What the task asks: A single number is wanted: how many lines of the data include the string "buttons".

═════ Data for analysis

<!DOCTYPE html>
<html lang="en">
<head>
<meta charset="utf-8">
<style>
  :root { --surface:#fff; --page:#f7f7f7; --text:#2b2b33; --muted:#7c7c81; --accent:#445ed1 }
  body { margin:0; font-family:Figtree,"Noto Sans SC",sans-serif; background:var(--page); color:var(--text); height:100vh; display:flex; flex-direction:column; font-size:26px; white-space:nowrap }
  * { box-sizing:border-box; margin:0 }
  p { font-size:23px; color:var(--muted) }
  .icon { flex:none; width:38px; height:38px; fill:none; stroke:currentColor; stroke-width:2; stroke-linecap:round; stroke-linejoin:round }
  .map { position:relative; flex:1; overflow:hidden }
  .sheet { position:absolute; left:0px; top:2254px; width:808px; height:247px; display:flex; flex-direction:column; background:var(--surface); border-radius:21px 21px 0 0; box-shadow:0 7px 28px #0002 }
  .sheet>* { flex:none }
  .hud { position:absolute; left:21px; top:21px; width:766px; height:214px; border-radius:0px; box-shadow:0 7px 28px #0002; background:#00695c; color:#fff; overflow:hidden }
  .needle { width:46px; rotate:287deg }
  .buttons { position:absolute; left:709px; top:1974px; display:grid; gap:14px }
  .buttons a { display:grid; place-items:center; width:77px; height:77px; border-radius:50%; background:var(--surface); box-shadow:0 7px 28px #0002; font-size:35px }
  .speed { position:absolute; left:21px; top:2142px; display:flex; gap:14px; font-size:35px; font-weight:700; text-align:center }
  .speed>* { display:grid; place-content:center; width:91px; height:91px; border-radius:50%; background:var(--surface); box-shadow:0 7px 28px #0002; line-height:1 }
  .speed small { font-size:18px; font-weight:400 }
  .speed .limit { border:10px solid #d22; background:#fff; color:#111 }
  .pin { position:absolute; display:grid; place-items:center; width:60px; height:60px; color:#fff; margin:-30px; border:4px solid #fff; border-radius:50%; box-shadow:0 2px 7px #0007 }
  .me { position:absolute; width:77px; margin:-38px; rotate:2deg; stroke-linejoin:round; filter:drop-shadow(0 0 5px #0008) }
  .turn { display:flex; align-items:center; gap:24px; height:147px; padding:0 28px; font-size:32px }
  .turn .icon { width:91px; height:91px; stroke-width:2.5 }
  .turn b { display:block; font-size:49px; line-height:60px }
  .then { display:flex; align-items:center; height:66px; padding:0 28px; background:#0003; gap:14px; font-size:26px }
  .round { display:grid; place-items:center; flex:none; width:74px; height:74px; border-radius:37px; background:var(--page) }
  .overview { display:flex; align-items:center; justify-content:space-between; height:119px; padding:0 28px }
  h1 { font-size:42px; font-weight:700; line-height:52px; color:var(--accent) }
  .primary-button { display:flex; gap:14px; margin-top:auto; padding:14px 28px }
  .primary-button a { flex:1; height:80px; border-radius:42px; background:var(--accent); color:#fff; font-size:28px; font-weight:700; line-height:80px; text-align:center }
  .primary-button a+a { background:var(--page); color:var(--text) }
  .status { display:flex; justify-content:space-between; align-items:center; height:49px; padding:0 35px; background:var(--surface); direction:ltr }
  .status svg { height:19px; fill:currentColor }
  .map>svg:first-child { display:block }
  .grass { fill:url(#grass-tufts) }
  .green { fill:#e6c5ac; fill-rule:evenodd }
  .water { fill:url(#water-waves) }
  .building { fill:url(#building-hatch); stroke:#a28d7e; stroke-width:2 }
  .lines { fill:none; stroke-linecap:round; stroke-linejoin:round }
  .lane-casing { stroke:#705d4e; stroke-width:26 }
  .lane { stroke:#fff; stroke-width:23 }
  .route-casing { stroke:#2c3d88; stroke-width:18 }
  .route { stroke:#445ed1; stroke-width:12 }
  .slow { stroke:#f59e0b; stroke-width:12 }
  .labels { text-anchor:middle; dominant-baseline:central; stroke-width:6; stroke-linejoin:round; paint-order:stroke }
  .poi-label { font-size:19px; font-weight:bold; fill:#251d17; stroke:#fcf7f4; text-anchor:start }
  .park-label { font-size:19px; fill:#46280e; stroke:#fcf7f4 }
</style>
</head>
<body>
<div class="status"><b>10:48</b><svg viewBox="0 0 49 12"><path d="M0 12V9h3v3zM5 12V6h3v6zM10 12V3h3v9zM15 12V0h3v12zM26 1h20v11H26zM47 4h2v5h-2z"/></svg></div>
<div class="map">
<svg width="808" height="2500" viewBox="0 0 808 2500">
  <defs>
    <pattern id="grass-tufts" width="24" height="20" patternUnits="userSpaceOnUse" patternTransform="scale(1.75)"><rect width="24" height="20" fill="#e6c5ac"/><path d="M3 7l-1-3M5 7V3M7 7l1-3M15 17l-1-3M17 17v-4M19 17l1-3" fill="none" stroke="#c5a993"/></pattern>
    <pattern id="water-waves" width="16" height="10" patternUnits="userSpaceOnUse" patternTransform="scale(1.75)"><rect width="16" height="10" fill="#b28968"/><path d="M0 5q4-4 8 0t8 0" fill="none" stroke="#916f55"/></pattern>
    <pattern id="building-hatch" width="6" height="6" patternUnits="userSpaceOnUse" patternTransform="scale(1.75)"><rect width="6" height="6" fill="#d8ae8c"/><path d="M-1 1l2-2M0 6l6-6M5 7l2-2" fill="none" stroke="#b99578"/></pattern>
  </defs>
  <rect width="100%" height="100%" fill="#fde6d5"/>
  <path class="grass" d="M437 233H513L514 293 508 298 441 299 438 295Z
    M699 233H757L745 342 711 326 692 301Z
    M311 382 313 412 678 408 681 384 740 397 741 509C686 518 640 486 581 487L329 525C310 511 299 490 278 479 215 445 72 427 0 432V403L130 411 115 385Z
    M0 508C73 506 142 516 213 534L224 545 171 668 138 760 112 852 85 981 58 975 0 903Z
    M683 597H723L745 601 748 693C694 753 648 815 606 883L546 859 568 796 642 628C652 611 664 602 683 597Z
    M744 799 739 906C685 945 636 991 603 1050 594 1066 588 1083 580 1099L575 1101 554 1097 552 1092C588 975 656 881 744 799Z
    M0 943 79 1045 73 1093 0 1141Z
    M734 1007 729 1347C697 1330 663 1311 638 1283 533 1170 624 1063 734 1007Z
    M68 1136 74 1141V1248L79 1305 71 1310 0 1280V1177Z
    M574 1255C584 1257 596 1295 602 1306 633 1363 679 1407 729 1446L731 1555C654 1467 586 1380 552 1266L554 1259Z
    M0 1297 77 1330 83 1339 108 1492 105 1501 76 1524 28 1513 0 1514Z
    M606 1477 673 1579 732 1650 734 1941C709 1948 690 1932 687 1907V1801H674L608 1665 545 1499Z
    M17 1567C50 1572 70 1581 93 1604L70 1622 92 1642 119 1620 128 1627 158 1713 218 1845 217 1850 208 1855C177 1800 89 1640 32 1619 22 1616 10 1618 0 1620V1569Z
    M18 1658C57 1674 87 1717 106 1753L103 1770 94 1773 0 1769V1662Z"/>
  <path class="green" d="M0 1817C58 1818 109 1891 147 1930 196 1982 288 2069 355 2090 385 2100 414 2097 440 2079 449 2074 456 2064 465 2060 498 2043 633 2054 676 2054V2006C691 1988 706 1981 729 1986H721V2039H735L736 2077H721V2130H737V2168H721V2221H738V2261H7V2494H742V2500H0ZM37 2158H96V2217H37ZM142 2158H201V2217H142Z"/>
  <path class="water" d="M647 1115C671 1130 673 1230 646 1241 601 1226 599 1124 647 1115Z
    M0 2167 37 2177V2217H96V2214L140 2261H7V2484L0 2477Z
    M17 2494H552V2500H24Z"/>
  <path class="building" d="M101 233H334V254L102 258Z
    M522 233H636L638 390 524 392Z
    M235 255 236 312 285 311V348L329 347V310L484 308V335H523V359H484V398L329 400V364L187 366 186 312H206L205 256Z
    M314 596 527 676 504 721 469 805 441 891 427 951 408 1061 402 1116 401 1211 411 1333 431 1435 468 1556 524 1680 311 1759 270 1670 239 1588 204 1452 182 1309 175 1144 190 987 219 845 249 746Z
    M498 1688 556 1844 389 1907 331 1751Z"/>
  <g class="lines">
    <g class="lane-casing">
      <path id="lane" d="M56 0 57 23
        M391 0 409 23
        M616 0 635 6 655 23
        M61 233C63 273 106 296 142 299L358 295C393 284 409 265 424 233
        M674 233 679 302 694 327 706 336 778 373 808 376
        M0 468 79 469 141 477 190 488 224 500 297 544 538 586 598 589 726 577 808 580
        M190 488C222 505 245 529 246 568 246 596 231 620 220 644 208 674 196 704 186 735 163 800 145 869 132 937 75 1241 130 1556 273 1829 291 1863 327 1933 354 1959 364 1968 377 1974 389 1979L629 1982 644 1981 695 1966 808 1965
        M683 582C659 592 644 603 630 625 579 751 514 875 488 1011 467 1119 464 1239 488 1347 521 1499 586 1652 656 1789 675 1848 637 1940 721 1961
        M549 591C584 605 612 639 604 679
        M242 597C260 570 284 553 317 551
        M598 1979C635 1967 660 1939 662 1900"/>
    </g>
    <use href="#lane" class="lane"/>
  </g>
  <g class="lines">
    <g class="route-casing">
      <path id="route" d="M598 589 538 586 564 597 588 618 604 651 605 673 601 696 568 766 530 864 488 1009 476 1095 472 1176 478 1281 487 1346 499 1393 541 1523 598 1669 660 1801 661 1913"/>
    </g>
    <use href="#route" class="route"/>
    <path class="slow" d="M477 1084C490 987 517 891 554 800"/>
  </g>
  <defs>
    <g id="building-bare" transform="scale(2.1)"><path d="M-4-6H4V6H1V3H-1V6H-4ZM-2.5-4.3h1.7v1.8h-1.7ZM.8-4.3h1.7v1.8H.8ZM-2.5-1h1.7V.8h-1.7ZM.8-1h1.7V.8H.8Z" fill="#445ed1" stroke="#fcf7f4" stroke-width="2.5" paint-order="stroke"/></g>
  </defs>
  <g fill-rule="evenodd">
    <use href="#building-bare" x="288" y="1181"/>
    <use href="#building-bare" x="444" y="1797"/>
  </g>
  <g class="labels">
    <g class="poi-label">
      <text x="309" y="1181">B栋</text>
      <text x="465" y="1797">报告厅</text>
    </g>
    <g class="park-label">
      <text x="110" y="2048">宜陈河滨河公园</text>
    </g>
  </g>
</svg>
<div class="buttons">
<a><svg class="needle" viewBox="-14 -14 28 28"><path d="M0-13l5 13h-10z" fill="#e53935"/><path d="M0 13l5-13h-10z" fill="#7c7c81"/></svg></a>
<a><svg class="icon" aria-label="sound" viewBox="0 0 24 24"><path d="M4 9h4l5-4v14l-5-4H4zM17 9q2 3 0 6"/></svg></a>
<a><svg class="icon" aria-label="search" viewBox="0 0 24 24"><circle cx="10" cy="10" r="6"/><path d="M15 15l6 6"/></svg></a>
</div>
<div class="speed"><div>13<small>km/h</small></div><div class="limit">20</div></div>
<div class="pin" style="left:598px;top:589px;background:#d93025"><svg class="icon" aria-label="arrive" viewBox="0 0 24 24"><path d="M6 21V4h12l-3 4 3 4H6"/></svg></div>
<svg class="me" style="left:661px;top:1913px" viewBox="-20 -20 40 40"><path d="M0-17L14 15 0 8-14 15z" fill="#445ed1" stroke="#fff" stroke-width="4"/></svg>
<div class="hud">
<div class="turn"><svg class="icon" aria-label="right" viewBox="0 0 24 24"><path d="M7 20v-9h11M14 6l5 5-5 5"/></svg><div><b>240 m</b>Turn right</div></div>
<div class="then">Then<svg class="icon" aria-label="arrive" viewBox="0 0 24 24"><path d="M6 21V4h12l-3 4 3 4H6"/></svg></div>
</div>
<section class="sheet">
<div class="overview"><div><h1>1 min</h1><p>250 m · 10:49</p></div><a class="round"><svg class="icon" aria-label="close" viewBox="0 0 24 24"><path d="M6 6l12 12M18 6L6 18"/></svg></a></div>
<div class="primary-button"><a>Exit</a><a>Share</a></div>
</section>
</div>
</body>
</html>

══════════
═════ Data for analysis

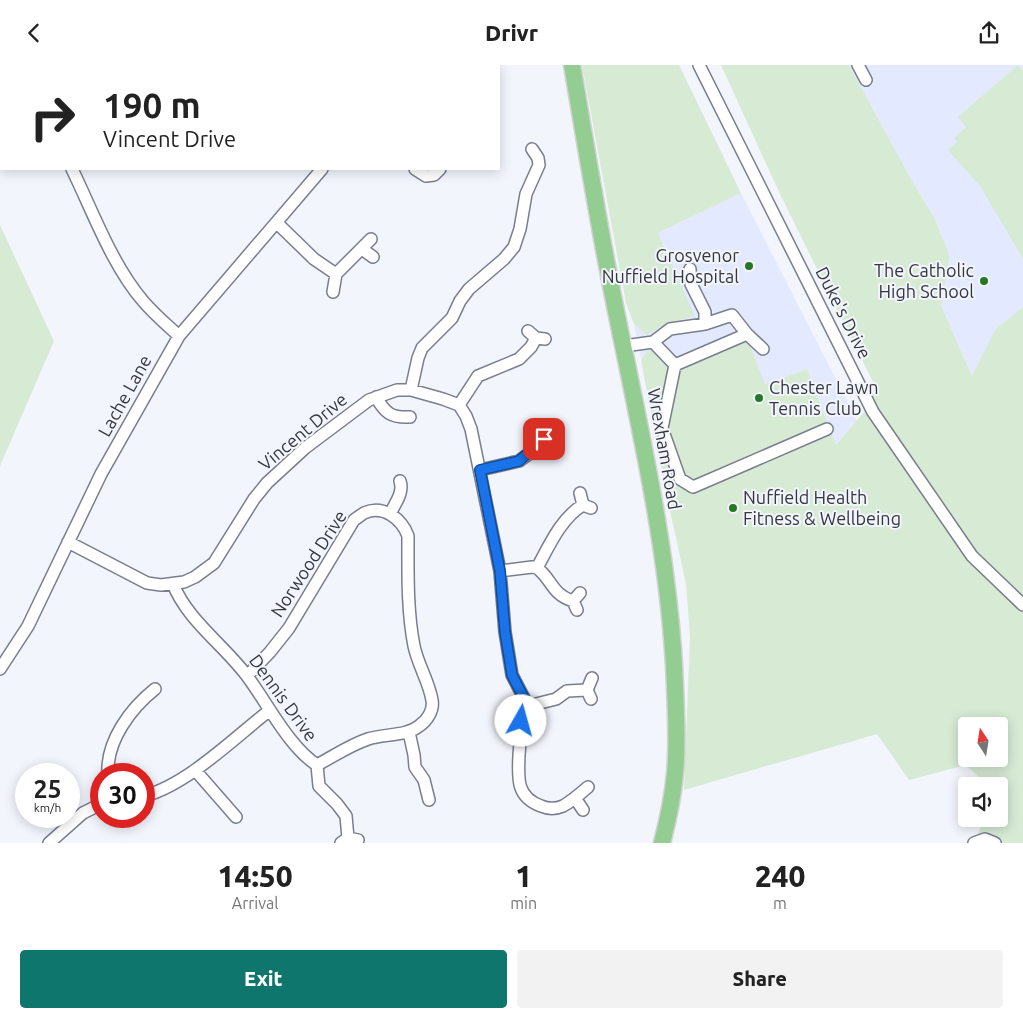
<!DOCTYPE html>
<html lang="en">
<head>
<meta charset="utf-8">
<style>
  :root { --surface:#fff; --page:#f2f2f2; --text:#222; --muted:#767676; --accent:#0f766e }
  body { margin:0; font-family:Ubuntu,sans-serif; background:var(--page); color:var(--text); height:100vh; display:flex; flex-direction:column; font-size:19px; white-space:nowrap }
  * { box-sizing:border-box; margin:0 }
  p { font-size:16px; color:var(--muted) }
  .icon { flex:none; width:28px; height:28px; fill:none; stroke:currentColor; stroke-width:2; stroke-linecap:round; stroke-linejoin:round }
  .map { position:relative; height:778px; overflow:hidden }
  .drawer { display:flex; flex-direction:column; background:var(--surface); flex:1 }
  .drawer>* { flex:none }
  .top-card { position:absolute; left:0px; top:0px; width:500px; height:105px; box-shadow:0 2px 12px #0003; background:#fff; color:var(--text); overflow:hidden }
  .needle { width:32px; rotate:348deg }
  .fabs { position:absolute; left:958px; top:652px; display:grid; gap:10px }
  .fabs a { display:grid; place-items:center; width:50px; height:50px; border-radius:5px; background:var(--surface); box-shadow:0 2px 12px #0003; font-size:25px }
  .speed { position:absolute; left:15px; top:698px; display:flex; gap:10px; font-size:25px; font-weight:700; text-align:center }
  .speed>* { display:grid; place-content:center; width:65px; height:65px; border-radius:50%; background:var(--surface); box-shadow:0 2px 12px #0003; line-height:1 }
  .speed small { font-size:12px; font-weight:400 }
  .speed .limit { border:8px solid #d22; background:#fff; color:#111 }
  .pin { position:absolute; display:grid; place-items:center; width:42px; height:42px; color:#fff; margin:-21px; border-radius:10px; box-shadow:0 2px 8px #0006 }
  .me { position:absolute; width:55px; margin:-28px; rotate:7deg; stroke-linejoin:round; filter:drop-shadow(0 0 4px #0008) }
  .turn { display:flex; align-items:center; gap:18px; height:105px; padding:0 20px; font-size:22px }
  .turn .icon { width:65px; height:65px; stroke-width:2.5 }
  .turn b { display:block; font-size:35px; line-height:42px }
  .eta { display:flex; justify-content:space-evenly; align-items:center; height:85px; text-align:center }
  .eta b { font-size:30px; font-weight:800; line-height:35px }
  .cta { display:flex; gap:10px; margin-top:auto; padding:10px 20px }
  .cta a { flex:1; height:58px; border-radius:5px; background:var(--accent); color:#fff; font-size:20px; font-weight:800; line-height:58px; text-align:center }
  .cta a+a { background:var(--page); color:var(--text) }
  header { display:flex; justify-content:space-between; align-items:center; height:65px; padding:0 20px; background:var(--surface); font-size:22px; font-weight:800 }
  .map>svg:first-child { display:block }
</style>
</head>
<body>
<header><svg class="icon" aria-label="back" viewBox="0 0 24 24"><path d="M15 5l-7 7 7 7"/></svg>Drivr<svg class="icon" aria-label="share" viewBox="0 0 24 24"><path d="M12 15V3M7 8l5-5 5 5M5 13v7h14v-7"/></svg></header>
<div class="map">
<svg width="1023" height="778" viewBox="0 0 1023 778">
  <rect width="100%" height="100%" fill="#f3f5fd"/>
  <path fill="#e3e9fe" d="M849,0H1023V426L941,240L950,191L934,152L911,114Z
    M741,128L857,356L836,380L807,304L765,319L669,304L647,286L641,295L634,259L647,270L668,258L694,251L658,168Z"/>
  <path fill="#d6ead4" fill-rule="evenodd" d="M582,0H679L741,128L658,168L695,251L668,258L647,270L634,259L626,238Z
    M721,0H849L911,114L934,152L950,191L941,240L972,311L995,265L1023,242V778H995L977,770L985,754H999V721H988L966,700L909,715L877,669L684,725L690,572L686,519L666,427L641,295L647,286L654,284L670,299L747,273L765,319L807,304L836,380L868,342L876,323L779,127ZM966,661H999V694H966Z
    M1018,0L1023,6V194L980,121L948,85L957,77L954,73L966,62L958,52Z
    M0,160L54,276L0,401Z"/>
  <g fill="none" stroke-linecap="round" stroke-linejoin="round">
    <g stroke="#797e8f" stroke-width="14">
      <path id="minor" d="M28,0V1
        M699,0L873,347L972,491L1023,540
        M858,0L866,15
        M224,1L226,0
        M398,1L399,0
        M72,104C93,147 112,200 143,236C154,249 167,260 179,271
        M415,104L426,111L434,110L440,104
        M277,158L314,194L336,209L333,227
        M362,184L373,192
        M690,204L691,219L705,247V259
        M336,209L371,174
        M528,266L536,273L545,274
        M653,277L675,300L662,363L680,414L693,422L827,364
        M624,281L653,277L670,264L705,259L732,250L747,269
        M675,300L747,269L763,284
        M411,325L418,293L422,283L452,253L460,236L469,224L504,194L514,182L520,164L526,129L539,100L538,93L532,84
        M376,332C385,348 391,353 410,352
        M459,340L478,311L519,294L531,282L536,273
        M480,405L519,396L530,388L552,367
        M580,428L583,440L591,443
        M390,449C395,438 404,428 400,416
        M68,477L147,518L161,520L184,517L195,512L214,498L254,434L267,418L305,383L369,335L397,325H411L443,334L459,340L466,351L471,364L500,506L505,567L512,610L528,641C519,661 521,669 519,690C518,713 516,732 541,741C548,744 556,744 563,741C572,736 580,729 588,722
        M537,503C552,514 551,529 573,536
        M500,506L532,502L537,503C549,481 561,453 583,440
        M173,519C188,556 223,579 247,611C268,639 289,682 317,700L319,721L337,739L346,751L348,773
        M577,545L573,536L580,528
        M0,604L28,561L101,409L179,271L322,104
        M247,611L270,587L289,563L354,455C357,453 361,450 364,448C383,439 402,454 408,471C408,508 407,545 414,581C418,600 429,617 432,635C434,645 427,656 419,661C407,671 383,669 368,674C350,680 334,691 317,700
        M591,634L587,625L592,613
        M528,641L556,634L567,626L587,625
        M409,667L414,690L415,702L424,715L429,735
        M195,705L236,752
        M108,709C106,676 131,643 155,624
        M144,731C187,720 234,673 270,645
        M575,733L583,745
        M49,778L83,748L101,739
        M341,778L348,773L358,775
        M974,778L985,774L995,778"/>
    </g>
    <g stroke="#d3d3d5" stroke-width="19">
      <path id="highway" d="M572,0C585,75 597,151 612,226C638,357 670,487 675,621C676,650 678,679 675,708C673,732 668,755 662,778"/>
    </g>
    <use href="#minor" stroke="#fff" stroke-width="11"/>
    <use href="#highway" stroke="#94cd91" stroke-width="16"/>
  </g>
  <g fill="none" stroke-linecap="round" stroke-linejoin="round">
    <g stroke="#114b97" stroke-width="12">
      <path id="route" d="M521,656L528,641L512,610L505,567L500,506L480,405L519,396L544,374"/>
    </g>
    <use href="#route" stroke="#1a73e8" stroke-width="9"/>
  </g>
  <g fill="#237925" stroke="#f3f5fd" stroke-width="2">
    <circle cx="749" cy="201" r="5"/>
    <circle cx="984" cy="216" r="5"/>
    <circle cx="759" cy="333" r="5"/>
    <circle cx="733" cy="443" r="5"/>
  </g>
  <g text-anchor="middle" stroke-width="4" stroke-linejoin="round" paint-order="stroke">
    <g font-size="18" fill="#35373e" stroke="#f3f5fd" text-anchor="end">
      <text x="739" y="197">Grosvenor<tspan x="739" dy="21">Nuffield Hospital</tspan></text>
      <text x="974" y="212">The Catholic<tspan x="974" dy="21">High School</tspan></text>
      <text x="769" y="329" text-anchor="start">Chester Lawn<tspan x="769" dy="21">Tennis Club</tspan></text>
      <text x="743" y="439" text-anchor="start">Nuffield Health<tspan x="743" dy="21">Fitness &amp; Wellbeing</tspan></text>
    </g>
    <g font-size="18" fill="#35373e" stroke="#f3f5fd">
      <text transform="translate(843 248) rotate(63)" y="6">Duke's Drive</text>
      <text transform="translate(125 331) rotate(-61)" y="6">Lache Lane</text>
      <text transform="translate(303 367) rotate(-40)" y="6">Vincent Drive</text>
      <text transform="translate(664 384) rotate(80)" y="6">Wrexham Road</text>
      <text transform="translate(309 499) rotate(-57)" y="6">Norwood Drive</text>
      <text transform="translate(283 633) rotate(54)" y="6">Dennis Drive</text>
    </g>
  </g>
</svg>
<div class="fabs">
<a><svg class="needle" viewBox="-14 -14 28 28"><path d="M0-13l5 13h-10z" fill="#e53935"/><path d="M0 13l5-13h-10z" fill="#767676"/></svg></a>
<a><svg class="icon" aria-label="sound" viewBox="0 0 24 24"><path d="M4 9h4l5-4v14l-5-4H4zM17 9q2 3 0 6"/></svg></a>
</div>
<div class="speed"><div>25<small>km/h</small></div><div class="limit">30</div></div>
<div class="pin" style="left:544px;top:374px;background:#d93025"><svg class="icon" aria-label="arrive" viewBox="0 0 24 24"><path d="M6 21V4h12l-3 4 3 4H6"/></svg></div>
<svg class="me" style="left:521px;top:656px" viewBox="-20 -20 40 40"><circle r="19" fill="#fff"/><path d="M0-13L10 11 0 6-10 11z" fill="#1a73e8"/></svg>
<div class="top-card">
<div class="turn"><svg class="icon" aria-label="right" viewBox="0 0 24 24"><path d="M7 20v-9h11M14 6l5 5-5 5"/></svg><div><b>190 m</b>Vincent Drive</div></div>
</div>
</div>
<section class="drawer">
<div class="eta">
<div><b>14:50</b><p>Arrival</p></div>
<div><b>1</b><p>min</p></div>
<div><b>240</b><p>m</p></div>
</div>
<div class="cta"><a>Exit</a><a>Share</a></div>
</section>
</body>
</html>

══════════

Written response: 3